Any-Any transforms appears double parse the XML data, which causes a problem for data that contains special characters. This does not occur with XML -> Tabular transformations.
Steps to reproduce:
1. Create this XML file:
--
<?xml version="1.0" encoding="utf-8" ?>
<sampleDocs>
<doc>
<id>ID_001</id>
<notes1>This is Notes1</notes1>
<notes2>This is Notes2</notes2>
</doc>
<doc>
<id>ID_002</id>
<notes1>cghchjcrffgxvcjhtgx#$#%%$^&#^%</notes1>
<notes2>cghchjcrffgxvcjhtgx#$#%%$^&#^%</notes2>
</doc>
</sampleDocs>
--
2. Point a File-XML data source at it
3. Create an XML to Tabular Mapping transformation
4. Observe it works as expected
5. Create an Any-Any transformation
6. Observe that, when executed, it fails with an error similar to "String index out of range: 30"
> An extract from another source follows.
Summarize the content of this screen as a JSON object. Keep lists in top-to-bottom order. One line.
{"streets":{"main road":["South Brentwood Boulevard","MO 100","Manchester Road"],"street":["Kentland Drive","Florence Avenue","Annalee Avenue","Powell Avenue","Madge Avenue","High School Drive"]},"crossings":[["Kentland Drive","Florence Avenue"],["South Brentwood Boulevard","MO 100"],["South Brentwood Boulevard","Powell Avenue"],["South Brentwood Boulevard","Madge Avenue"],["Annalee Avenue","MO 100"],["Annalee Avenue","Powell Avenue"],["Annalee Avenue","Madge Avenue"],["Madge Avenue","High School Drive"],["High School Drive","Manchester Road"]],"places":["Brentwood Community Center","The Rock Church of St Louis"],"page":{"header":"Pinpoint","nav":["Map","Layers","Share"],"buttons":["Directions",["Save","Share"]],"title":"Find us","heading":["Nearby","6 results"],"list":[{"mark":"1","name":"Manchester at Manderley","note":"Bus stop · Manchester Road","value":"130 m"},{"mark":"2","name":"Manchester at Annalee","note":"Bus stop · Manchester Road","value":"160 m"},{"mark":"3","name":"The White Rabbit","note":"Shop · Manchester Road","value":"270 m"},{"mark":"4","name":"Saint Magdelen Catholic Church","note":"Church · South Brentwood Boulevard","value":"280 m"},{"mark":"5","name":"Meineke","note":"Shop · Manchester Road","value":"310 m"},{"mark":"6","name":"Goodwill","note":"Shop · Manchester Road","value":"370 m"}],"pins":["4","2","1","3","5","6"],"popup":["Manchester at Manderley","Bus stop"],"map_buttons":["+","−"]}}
I did some investigation on this, and have determined that this appears to be caused by TDV double parsing the XML input (i.e, the first pass turns &# back into &#, which fails the second pass because it's not a valid character reference).
The following workarounds resolve the issue:
1. Wrap the input in a CDATA block: <notes1><![CDATA[cghchjcrffgxvcjhtgx#$#%%$^&#^%]]></notes1>
2. Double escape the ampersands: <notes2>cghchjcrffgxvcjhtgx#$#%%$^&amp;#^%</notes2>
Requested Solution:
Remove the double parsing behavior entirely (make Any-to-Any transforms behave identically to XML to Tabular Mapping by default), or make it a configurable setting of the TDV server.
Hi Jason:
Great - thanks for confirming.
Regards,
-Will
Hi Will,
This has been fixed in 7.0.8 HF2 which is available by contacting the support team.
Regards,
Jason